The Government will not invest any money in the Turkana-Lamu crude oil pipeline, with the companies that are exploring for oil expected to source for funds to construct the line.

The 900-kilometre pipeline is projected to cost Sh100 billion, although a consultant is currently undertaking preliminary designs that are expected to inform the shape that it will take as well as the cost.

A senior advisor at the Ministry of Petroleum and Mining, Brian Muriuki said the firms – Tullow, Africa Oil and Total – will be required to source for funding, which he expects to be largely loans.

“As you know the Government of Kenya has been quite instructive that we are no longer providing sovereign guarantees for projects... they must stand on their own feet,” he said when the ministry gave an update on the Lokichar oil project yesterday.

“We will be going to the market, and we will do 70 per cent debt and 30 per cent equity.”

He said the upstream will be paying tariffs to the transportation of the crude through the pipeline and the revenue will be used to finance the debt.

“As revenues come from the transportation of the crude, you will pay your operation expenditure first and pay your lenders,” he told the firms.

At the same time, Mr Muriuki said the Government is still pursuing plans to a sell stake in the National Oil Corporation of Kenya (NOCK) to raise funds for the State-run firm to buy into the Turkana oil fields and the planned crude oil pipeline.
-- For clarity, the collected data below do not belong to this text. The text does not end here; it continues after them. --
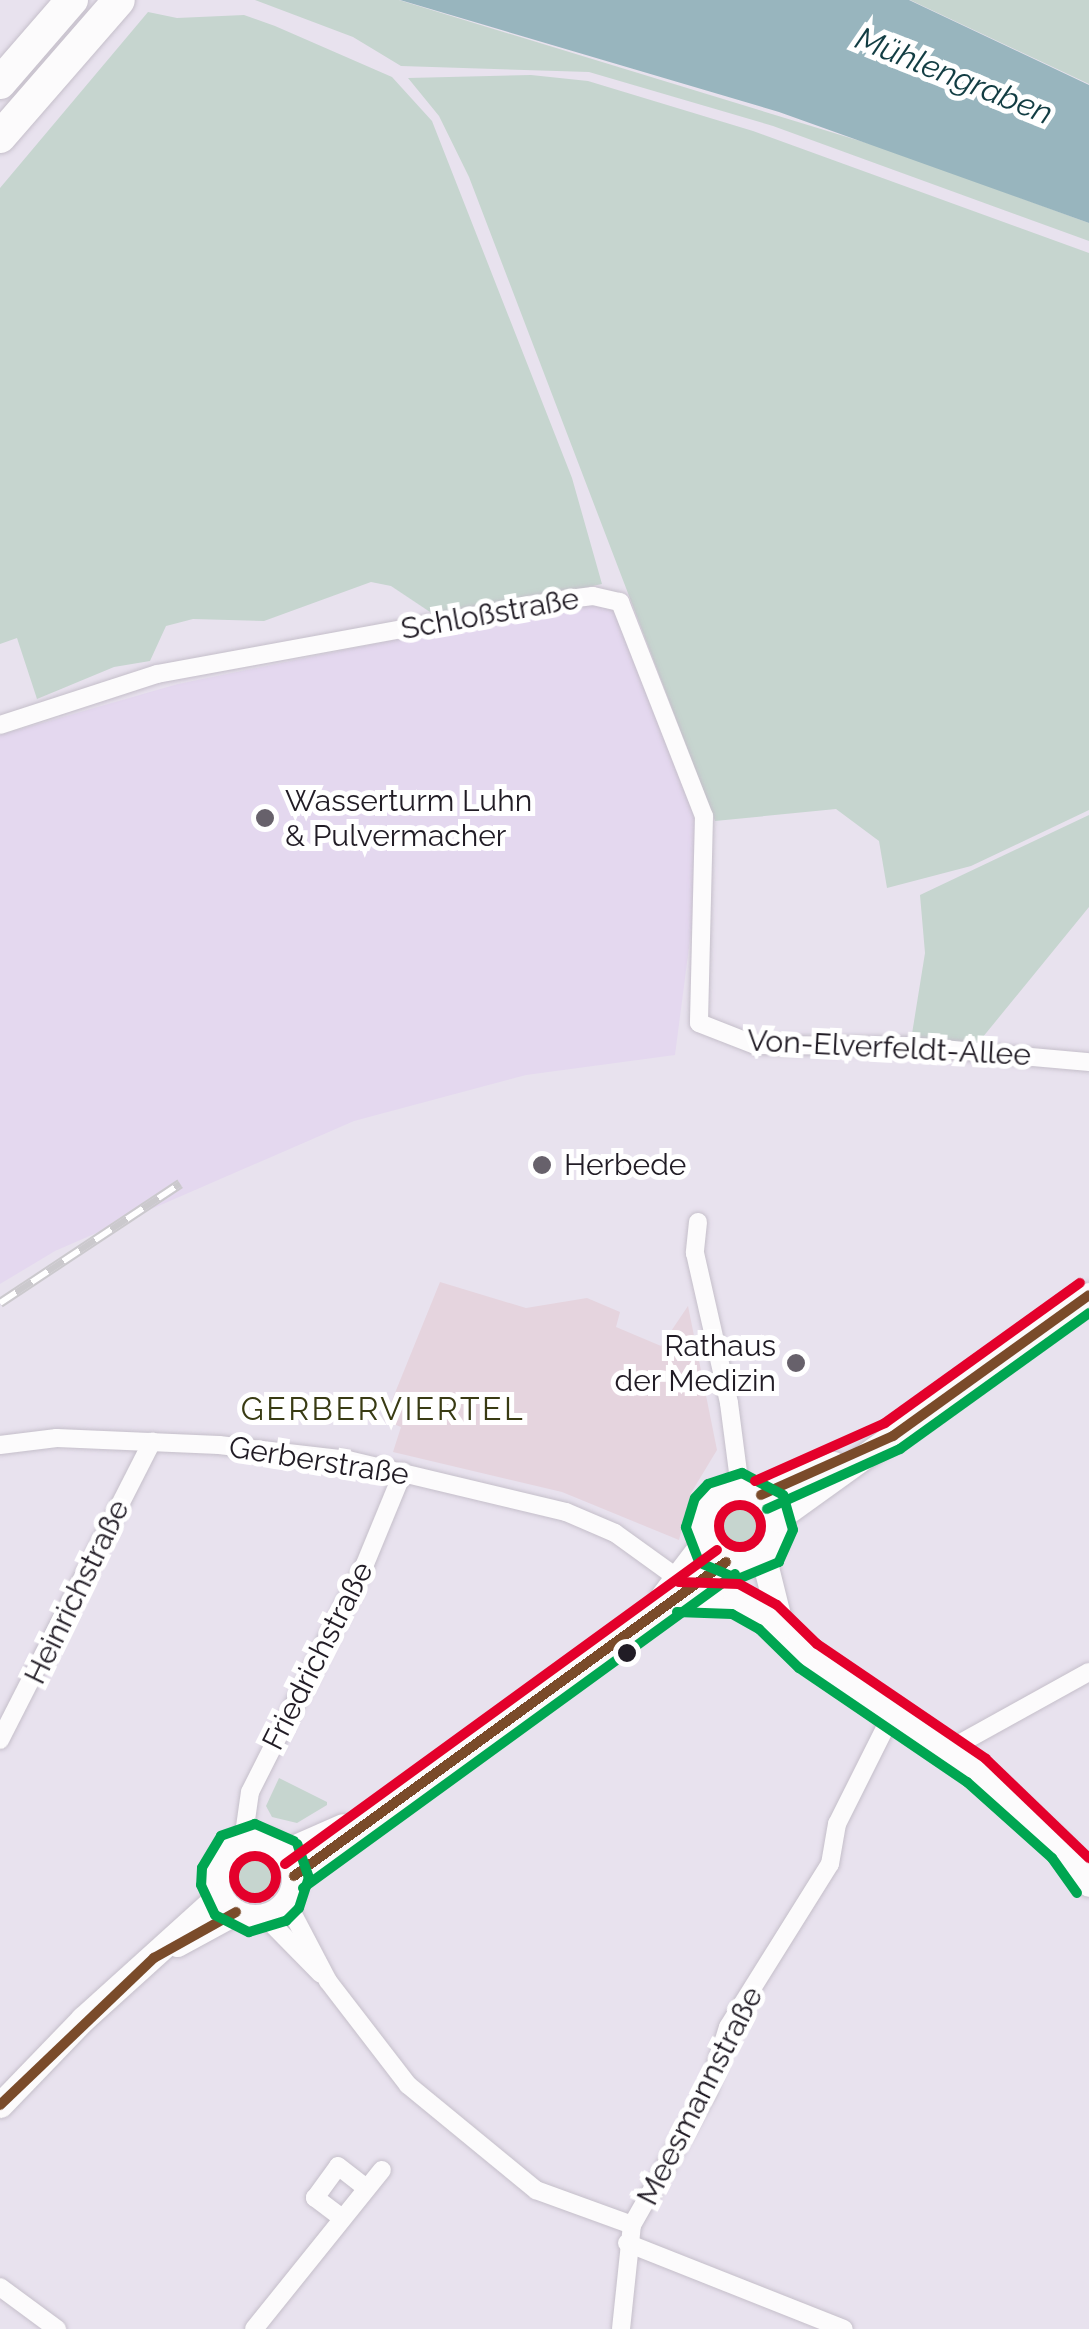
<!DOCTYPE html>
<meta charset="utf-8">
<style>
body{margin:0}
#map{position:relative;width:1089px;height:2329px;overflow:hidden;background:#e8e2ee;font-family:Raleway,sans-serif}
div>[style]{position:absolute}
.commercial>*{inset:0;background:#e5d4de}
.built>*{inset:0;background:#e4d8ef}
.green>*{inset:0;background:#c6d5cf}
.round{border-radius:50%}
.water>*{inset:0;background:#98b5be}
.roads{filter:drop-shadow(0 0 2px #c5bfca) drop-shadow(0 0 2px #c5bfca)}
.street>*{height:18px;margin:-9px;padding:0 9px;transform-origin:9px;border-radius:9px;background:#fcfbfc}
.secondary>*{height:25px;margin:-12.5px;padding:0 12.5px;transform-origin:12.5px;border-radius:12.5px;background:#fcfbfc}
.secondary>.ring{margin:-12.5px;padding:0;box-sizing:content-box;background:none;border:25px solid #fcfbfc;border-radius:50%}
.highway>*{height:32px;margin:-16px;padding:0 16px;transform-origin:16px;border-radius:16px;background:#fcfbfc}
.rail>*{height:10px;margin-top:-5px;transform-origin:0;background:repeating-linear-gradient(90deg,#fff 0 19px,#cbc9cd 0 38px);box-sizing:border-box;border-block:2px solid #cbc9cd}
.bus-1>*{height:10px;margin:-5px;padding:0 5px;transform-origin:5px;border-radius:5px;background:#7a4b2a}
.bus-2>*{height:10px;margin:-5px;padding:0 5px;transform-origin:5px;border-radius:5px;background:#00a651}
.bus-3>*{height:10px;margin:-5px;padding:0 5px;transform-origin:5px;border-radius:5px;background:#e4002b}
.bus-3>.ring{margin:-5px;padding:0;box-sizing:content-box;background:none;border:10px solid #e4002b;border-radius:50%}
.dots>*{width:28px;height:28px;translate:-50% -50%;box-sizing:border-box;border:5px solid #fff;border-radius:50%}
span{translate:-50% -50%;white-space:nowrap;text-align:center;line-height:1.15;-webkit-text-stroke:10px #fff;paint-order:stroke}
.street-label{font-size:30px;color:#211c25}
.poi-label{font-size:30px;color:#211c25}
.left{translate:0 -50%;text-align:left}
.right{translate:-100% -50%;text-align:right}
.water-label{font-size:32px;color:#123d43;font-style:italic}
.neighbourhood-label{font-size:32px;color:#393b13;letter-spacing:2.5px}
</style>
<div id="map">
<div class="commercial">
<i style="clip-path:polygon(440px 1282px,526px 1308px,587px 1298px,620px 1312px,616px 1327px,661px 1346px,688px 1306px,717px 1450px,691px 1493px,679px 1540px,562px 1492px,393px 1452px,401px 1427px,384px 1420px)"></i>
</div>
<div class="built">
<i style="clip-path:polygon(595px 599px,615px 609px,691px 803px,701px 855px,675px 1055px,526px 1075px,354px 1121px,55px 1251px,0 1284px,0 735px,178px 684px)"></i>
</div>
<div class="green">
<i style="clip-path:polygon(255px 0,399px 0,893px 151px,1089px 223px,1089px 241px,773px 126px,589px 72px,401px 66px,353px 37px)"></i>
<i style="clip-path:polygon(910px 0,1089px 0,1089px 84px)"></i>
<i style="clip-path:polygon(148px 12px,177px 18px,244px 15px,275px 26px,392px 77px,432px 121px,572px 478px,602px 584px,479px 611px,433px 614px,391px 586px,371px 582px,264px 621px,193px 619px,166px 626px,150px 661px,114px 667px,37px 699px,17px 638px,0 644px,0 188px)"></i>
<i style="clip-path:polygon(531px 75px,588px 81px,753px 131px,1089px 253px,1089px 810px,971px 866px,887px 888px,879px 841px,836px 809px,715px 821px,469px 177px,439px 116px,408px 78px)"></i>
<i style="clip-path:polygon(1089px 815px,1089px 907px,978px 1043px,911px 1040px,925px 953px,920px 895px)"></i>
<i class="round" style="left:719px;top:1503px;width:42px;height:42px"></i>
<i style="clip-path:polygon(279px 1778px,327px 1802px,327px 1805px,297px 1823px,272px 1817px,266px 1806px)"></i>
<i class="round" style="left:233px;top:1856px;width:44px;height:44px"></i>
</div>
<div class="water">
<i style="clip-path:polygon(400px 0,909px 0,1089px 85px,1089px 223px,779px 112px)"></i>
</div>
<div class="roads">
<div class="street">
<i style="left:0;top:725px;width:165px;rotate:-18deg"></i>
<i style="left:157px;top:674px;width:403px;rotate:-10.4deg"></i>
<i style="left:553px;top:601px;width:40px;rotate:-7.1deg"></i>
<i style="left:593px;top:596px;width:28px;rotate:13deg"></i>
<i style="left:620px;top:602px;width:230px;rotate:68.6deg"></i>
<i style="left:704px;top:816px;width:207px;rotate:91.4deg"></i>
<i style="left:699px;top:1023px;width:60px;rotate:21.4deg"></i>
<i style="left:755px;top:1045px;width:154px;rotate:0.4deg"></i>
<i style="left:909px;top:1046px;width:181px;rotate:5.1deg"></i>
<i style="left:698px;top:1222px;width:31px;rotate:96deg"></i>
<i style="left:695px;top:1253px;width:154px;rotate:77.2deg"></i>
<i style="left:729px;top:1403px;width:86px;rotate:82.6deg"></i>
<i style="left:0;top:1445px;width:57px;rotate:-7deg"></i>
<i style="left:57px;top:1438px;width:162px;rotate:2.5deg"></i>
<i style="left:219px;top:1445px;width:130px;rotate:6.6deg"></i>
<i style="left:348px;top:1460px;width:224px;rotate:13.4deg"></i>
<i style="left:566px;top:1512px;width:53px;rotate:23.2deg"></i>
<i style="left:615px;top:1533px;width:75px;rotate:35.8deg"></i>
<i style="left:0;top:1740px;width:335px;rotate:-63deg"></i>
<i style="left:948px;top:1750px;width:161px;rotate:-29deg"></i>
<i style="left:243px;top:1841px;width:49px;rotate:-81.9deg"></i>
<i style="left:250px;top:1792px;width:255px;rotate:-63.2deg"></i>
<i style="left:365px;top:1564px;width:100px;rotate:-67.6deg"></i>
<i style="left:286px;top:1901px;width:90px;rotate:62.3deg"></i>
<i style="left:328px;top:1981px;width:131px;rotate:52.4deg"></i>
<i style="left:408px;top:2085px;width:166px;rotate:39.4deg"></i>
<i style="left:536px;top:2190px;width:102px;rotate:20deg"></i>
<i style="left:264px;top:1916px;width:81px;rotate:45.5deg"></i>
<i style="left:342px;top:2218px;width:34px;rotate:-143deg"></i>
<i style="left:315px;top:2198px;width:39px;rotate:-54deg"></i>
<i style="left:338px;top:2166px;width:36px;rotate:38deg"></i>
<i style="left:627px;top:2243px;width:233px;rotate:21.6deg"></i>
<i style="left:0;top:2287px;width:71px;rotate:36.4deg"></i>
<i style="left:254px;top:2329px;width:204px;rotate:-51.2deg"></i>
<i style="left:621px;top:2329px;width:105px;rotate:-84deg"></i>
<i style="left:632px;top:2225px;width:154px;rotate:-60.4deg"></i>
<i style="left:708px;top:2091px;width:67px;rotate:-72.6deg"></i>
<i style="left:728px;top:2027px;width:192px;rotate:-58deg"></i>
<i style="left:830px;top:1864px;width:41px;rotate:-80.1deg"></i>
<i style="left:837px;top:1824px;width:123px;rotate:-63.4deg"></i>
</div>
<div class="secondary">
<i class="ring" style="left:702px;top:1488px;width:51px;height:51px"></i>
<i style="left:761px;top:1495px;width:79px;rotate:-23deg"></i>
<i style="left:777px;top:1519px;width:384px;rotate:-35.7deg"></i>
<i style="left:763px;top:1555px;width:74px;rotate:76deg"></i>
<i style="left:781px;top:1627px;width:39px;rotate:48deg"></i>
<i style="left:807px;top:1656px;width:204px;rotate:34deg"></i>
<i style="left:976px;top:1770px;width:117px;rotate:41.9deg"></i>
<i style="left:1063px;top:1848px;width:44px;rotate:54.2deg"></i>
<i style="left:663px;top:1596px;width:69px;rotate:-52.6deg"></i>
<i style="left:678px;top:1597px;width:58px;rotate:2deg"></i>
<i style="left:736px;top:1599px;width:53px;rotate:31.9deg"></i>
<i class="ring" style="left:216px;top:1839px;width:53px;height:53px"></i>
<i style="left:284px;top:1852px;width:64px;rotate:-23.8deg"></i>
<i style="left:294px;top:1876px;width:534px;rotate:-36.01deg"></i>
<i style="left:177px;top:1944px;width:67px;rotate:-28.5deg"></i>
<i style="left:0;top:2105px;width:120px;rotate:-46deg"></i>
<i style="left:83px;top:2019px;width:185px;rotate:-42.1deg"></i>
</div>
<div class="highway">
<i style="left:0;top:83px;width:110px;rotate:-49.1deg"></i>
<i style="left:0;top:137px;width:181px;rotate:-49deg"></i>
</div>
</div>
<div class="rail">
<i style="left:0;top:1303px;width:216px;rotate:-33.5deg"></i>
</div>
<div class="bus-1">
<i style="left:761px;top:1495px;width:145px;rotate:-24.1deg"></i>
<i style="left:893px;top:1436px;width:241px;rotate:-35.7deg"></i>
<i style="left:294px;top:1876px;width:534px;rotate:-36.01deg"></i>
<i style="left:0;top:2105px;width:213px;rotate:-43.7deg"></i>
<i style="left:154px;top:1958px;width:94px;rotate:-29.3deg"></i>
</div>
<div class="bus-2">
<i style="left:767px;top:1509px;width:146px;rotate:-24.3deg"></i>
<i style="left:900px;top:1449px;width:233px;rotate:-35.7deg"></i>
<i style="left:698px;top:1559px;width:34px;rotate:-111deg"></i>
<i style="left:686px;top:1527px;width:30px;rotate:-73deg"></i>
<i style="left:695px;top:1498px;width:19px;rotate:-47deg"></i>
<i style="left:708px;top:1484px;width:36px;rotate:-18deg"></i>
<i style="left:742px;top:1473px;width:47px;rotate:28.2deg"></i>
<i style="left:783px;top:1495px;width:36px;rotate:74deg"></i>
<i style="left:793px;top:1530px;width:35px;rotate:114deg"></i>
<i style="left:779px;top:1562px;width:44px;rotate:157.5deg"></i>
<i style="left:738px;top:1579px;width:38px;rotate:-157deg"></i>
<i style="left:677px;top:1612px;width:55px;rotate:2.1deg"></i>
<i style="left:732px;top:1614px;width:31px;rotate:29deg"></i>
<i style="left:759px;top:1629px;width:56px;rotate:44.3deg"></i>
<i style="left:799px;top:1668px;width:203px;rotate:34.2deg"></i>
<i style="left:967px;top:1782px;width:114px;rotate:41.8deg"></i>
<i style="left:1052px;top:1858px;width:43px;rotate:54.5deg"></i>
<i style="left:294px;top:1841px;width:43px;rotate:-156.4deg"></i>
<i style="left:255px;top:1824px;width:36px;rotate:161deg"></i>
<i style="left:221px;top:1836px;width:37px;rotate:121deg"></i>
<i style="left:202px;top:1868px;width:17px;rotate:93deg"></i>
<i style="left:201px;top:1885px;width:33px;rotate:65deg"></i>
<i style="left:215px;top:1915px;width:38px;rotate:27deg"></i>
<i style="left:249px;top:1932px;width:39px;rotate:-17deg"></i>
<i style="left:286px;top:1921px;width:18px;rotate:-45deg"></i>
<i style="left:299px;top:1908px;width:32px;rotate:-72deg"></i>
<i style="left:309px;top:1878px;width:36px;rotate:-109deg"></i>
<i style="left:303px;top:1888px;width:534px;rotate:-36.01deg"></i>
</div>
<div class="bus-3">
<i style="left:755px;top:1481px;width:142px;rotate:-24deg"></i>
<i style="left:885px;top:1423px;width:240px;rotate:-35.7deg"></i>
<i class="ring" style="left:719px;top:1505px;width:32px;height:32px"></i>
<i style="left:679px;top:1582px;width:60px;rotate:1.9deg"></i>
<i style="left:739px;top:1584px;width:43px;rotate:28.9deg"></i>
<i style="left:777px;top:1605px;width:56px;rotate:44.3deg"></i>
<i style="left:817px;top:1644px;width:204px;rotate:34.2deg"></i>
<i style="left:986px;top:1759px;width:143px;rotate:43.9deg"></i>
<i class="ring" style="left:234px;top:1856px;width:32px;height:32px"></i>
<i style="left:285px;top:1864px;width:534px;rotate:-36.01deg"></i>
</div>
<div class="dots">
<i style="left:265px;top:818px;background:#67616b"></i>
<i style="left:542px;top:1165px;background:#67616b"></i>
<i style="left:796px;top:1363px;background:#67616b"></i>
<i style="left:627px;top:1653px;background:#211c25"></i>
</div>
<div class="street-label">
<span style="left:490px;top:614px;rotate:-10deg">Schloßstraße</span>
<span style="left:889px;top:1048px;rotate:3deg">Von-Elverfeldt-Allee</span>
<span style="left:319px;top:1461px;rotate:9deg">Gerberstraße</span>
<span style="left:77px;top:1592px;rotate:-64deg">Heinrichstraße</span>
<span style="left:318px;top:1656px;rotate:-63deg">Friedrichstraße</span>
<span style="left:700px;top:2096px;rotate:-63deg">Meesmannstraße</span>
</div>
<div class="poi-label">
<span class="left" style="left:285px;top:818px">Wasserturm Luhn<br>&amp; Pulvermacher</span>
<span class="left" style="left:564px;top:1165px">Herbede</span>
<span class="right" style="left:776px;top:1363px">Rathaus<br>der Medizin</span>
</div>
<div class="water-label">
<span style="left:954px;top:76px;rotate:22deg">Mühlengraben</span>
</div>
<div class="neighbourhood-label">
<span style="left:383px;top:1409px">GERBERVIERTEL</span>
</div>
</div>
Kenya had planned to raise Sh100 billion by cross-listing NOCK at the Nairobi Securities Exchange and the London Stock Exchange. The funds would be used to exercise buy-back rights in the Lokichar blocks that are expected to start producing oil commercially by 2022.

The agreement with the oil firms allows Kenya to buy up to 35 per cent stake in the blocks.

The listing has delayed, raising doubt as to whether the Government plans to go ahead with the plans.